I have forgiven Carter Henry for the day before his fourth birthday. (Although this doesn’t mean that I won’t still share it at his rehearsal dinner someday. That girl deserves to know what she’s getting into!) And I never stopped loving him.

The way I handle these situations with my children is far more important than making sure that they never do it again. Handling motherhood “low moments” is my opportunity to live the gospel out in front of my children.

Motherhood is such a beautiful thing. It is a rare gift. A unique privilege. Motherhood is something never to be taken for granted.

Certainly it comes with its challenges. With its frustrations. With its “How did I get here and how do I get out of this?” moments.

But I honestly think that motherhood was designed to draw us closer to the Lord. To remind us in a very real way how inadequate we are and how much we need Him. How forgiveness works as it allows us to be on both ends as the forgiver and the forgivee. How the unconditional love that we have for our children doesn’t even compare to the unconditional love that He has for us.


5. Enjoy the Bigger Picture
There are moments that I take pictures of my kids and there are moments that I refuse to reach for the camera. Moments that I soak in and merely be present for. Moments that I tuck away in my heart, unwilling to share them with whoever might look at pictures I take.

And so I enjoy my motherhood moments. The sticky ones, the soft warm ones, the hilarious ones, the messy ones, the ones bursting so full of love that I feel like my heart might explode.

I will never get today back again. My children will never be this exact age again. These moments are quickly fleeting, and I want to remember exactly the beauty in front of me and savor each and every last bit of it.

I regularly remind myself to look at those peaks and valleys all in one.

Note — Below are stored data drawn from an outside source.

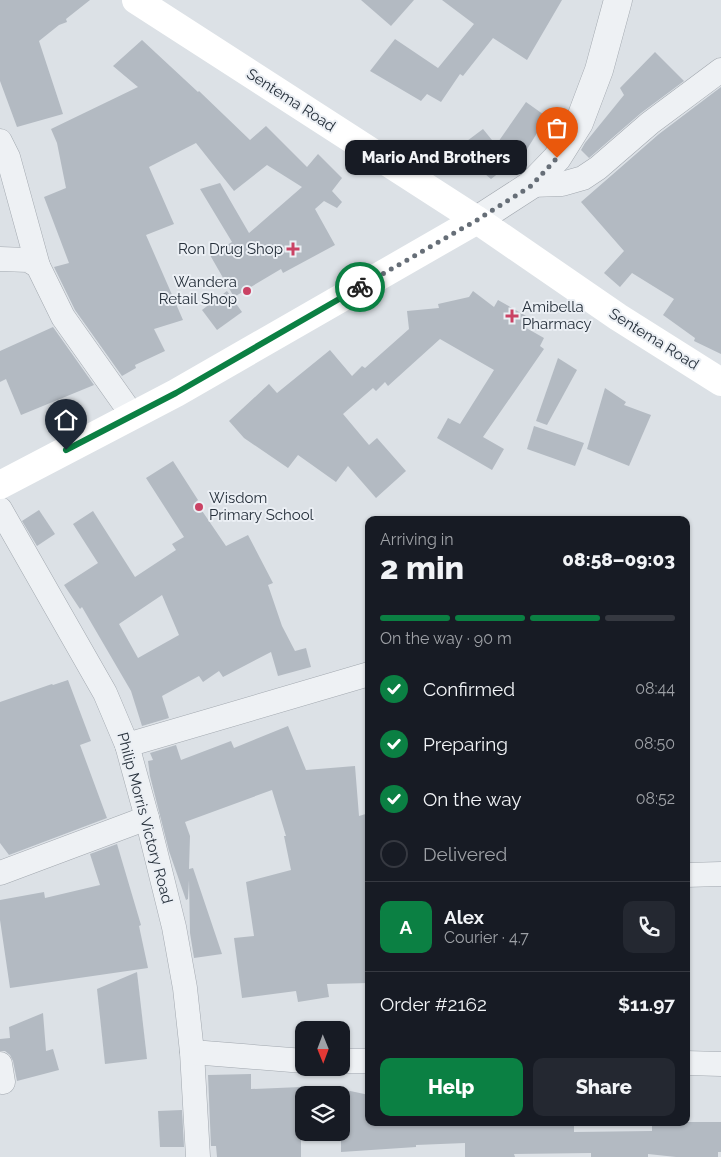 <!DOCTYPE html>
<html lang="en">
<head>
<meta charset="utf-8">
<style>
  body { margin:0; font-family:Raleway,sans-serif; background:#242831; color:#f1f3f6; height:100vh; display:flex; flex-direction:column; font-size:19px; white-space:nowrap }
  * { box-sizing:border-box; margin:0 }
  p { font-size:16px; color:#9ea1a6 }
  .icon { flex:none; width:28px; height:28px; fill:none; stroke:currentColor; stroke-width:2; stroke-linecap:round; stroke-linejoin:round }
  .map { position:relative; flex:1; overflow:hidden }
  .sheet { position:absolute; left:365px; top:516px; width:325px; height:610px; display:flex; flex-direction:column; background:#171b24; border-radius:10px; box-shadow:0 1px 4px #0004 }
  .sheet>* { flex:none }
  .needle { width:32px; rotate:179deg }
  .controls { position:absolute; left:295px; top:1021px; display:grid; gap:10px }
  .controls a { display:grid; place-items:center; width:55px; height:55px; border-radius:10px; background:#171b24; box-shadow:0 1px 4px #0004; font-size:25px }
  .pin { position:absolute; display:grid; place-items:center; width:42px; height:42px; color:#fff; margin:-51px -21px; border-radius:50% 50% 50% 0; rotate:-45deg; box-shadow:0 0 5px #0007 }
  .pin .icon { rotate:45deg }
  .courier { position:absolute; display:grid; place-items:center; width:50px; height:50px; margin:-25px; border:4px solid #0b8043; border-radius:50%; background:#fff; color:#222; box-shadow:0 1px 6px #0007 }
  .bubble { position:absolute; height:35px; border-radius:10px; background:#171b24; box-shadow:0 1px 4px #0004; font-size:16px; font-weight:800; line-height:35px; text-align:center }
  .head em { font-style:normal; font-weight:800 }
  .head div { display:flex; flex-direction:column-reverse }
  .head { display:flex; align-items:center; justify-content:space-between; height:85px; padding:0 15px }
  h1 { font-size:32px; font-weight:800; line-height:38px }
  .bar { display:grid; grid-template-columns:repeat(4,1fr); gap:8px 5px; align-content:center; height:60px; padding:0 15px }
  .bar i { height:6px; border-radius:4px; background:#363941 }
  .bar .on { background:#0b8043 }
  .bar p { grid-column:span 4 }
  .line { display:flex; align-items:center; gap:12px; padding:0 15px; border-top:1px solid #363941 }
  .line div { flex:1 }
  .round { display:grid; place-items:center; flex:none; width:52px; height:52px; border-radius:10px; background:#242831 }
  ol { padding:0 15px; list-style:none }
  li { display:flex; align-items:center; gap:15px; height:55px }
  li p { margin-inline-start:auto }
  li .icon { padding:5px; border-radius:50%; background:#0b8043; color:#fff; stroke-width:4 }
  li:last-child { color:#9ea1a6 }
  li i { width:28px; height:28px; border:2px solid #363941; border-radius:50% }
  .primary-button { display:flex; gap:10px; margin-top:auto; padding:10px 15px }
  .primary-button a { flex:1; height:58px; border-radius:10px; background:#0b8043; color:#fff; font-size:20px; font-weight:800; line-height:58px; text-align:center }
  .primary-button a+a { background:#242831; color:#f1f3f6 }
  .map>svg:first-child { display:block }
  .building { fill:#b3bac2; fill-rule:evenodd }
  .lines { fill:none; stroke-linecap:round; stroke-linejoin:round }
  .minor-casing { stroke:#a2a8af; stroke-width:25 }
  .tertiary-casing { stroke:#a2a8af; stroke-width:29 }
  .minor { stroke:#eef1f4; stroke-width:24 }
  .tertiary { stroke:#eef1f4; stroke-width:28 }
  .secondary { stroke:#fff; stroke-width:28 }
  .done { stroke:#666e77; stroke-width:5; stroke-dasharray:0 9 }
  .route { stroke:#0b8043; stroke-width:6 }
  .poi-dot { fill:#ca4264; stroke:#ebeff4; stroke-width:2 }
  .labels { text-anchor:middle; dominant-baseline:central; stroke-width:4; stroke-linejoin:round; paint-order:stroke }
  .street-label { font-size:15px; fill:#26303b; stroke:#ebeff4 }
  .poi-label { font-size:15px; fill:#26303b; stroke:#ebeff4; text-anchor:end }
</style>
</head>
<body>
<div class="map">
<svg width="721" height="1157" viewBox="0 0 721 1157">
  <rect width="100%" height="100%" fill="#dce1e6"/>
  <g class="building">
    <polygon points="0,0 90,0 66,19 67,22 59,25 39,41 63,114 17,127 0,81"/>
    <polygon points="361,0 414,0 391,26"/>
    <polygon points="442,0 562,0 527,60 493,38 463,76 460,74 441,102 427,94 421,101 370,71 395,39 438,68 474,24"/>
    <polygon points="142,40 198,92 199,91 250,140 266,126 307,167 318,154 342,178 332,191 342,202 337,208 324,201 315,209 335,245 283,273 281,269 234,297 210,255 232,242 200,189 220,183 249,233 302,187 267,165 234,191 196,143 149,167 174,224 146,235 183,320 154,329 165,351 135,365 136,368 122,376 75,310 54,267 69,263 44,197 66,188 57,143 51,129 138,87 113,66"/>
    <polygon points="655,52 684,81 641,113 589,158 581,150 585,143 624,95 620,88"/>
    <polygon points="721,87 721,354 694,341 695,338 663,315 674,299 632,273 620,287 604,273 624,251 581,202 659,134"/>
    <polygon points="526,102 547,117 524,154 491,179 468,160 459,147 483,129 496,145"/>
    <polygon points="227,291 242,312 217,330 202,310"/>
    <polygon points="473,291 494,307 498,300 526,316 521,325 544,338 540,346 544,349 483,437 504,449 492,470 437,438 448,418 460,424 494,370 440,339 388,386 385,382 376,391 373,388 343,414 369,445 377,438 406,471 376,498 348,466 336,482 298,455 288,468 244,438 229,421 269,384 277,393 330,350 352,376 362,366 365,368 409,329 407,311 439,308 438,304 469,297"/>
    <polygon points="53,327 94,385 21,415 6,379 0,382 0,351"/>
    <polygon points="558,358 577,370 547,425 536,421"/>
    <polygon points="605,388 626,402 624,405 651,415 629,466 587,449"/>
    <polygon points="534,426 584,443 575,466 527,449"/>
    <path d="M173 461 198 500 196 502 226 546 248 535 273 583 268 585 282 626 295 651 306 648 311 667 278 676 271 652 223 677 219 671 203 682 199 676 162 696 169 718 142 726 131 691 82 607 80 609 64 585 98 563 73 524 93 511 135 577 176 550 172 544 184 537 146 478ZM162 595 179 635 138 658 119 624Z"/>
    <polygon points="39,510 55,534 37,546 22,521"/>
    <polygon points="68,680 91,741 80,745 107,818 9,855 0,843 0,702 52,684 53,685"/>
    <polygon points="288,726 306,770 355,766 359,816 369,813 369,983 327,984 329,997 298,1002 296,991 242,998 234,938 254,936 246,882 291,870 284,836 286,836 272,790 185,822 190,836 189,869 193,868 222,954 194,958 190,933 189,880 188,899 186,900 169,851 150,776 148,761 153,760 150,753 176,745 181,760 231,741 234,748"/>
    <polygon points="117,844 141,925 139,926 148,968 10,988 0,920 0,900 44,892 45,898 100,885 90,854"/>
    <polygon points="137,972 147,1059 105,1064 97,989"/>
    <polygon points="43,1013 46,1051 53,1049 59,1070 17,1081 13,1061 10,1055 5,1051 0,1051 0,1039 10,1038 9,1027"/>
    <polygon points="251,1074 251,1089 301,1087 301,1157 217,1157 216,1146 211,1146 208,1075"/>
    <polygon points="341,1089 369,1095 369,1122 574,1122 574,1132 652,1131 652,1122 721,1122 721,1152 718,1152 718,1157 676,1157 648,1154 648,1157 591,1157 591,1153 514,1154 515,1157 465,1157 465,1143 416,1145 416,1147 341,1152"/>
    <polygon points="182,1110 184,1147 160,1147 158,1111"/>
  </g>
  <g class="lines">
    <g class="minor-casing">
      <g id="minor">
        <polyline points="0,141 8,157 38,266"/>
        <polyline points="531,185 562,184 583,178 598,168 650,123 721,70"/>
        <polyline points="0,259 28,260 38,266 63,317 133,416"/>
        <polyline points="0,509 105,693 127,745 147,818 174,927 185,988 192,1052 198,1157"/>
        <polyline points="127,745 369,674"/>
        <polyline points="0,873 147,818"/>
        <polyline points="686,875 721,874"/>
        <polyline points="192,1052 304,1061"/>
        <polyline points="341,1061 369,1061"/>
        <polyline points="686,1063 721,1064"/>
        <polyline points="0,1064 3,1082"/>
      </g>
    </g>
    <g class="tertiary-casing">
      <polyline id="tertiary" points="477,220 531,185 557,158 579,123 599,70 618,0"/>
    </g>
    <use href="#minor" class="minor"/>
    <use href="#tertiary" class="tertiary"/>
    <g class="secondary">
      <polyline points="136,0 477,220 618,317 721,382"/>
      <polyline points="0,485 176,393 477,220"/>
    </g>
  </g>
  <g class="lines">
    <polyline class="done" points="360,287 477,220 531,186 557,158"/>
    <polyline class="route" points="66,450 176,393 360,287"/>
  </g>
  <g class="poi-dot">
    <path d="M290.5 241.5h5v5h5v5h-5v5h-5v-5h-5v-5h5z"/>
    <circle cx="247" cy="291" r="5"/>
    <path d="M509.5 308.5h5v5h5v5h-5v5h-5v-5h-5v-5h5z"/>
    <circle cx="199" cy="507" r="5"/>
  </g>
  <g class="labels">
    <g class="street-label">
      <text transform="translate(291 100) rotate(33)">Sentema Road</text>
      <text transform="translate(654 339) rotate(32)">Sentema Road</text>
      <text transform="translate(145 818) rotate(75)">Philip Morris Victory Road</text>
    </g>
    <g class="poi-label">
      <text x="283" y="249">Ron Drug Shop</text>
      <text x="237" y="282">Wandera<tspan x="237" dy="17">Retail Shop</tspan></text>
      <text x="522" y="307" text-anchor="start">Amibella<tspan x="522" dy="17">Pharmacy</tspan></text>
      <text x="209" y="498" text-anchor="start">Wisdom<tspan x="209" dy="17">Primary School</tspan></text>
    </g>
  </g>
</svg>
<div class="controls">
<a><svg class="needle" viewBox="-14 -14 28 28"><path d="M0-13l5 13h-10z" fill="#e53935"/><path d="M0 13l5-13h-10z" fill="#9ea1a6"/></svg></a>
<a><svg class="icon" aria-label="layers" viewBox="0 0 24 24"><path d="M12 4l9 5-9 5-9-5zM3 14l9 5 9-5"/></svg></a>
</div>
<div class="pin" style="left:557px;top:158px;background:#ea580c"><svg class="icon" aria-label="bag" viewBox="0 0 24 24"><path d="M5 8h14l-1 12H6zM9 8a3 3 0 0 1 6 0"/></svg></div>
<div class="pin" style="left:66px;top:450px;background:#1f2937"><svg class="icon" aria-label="home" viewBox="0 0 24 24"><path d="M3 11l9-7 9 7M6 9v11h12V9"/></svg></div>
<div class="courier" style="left:360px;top:287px"><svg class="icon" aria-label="bike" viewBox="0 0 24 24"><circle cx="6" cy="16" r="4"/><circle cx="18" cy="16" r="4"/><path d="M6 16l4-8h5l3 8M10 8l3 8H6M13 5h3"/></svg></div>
<div class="bubble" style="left:345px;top:140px;width:182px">Mario And Brothers</div>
<section class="sheet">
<div class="head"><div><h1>2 min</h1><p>Arriving in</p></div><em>08:58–09:03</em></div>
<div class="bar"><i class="on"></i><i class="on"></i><i class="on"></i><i></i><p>On the way · 90 m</p></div>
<ol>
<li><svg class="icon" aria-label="check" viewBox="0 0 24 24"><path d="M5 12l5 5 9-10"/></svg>Confirmed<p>08:44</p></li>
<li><svg class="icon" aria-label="check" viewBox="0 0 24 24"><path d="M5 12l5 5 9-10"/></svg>Preparing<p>08:50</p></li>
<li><svg class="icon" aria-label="check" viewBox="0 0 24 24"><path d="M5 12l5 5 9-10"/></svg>On the way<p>08:52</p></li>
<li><i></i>Delivered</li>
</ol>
<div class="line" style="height:90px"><b class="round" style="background:#0b8043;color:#fff">A</b><div><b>Alex</b><p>Courier · 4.7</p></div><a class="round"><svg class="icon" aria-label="phone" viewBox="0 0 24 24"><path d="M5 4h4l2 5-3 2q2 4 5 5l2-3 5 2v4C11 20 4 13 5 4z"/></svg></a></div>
<div class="line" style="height:65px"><div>Order #2162</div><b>$11.97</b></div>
<div class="primary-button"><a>Help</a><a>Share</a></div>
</section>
</div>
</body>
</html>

The exquisite Vermont landscape in front of me. Sweeping gorgeousness in every season alike. And when those fall leaves are up, I enjoy the color. When deep blankets of snow coat the rolling hills? I enjoy the sparkling white. When bare branches grace spring? I enjoy being able to see more of the startling blue sky. When greenery floods the scene, I soak in the lushness of the green.


Whatever your motherhood lens may show today, look for the beauty there. Or just laugh at the ridiculousness of it as you seek to view trying times more objectively. And then put it in the big picture, next to those truly lovely peaks, and be grateful for the view.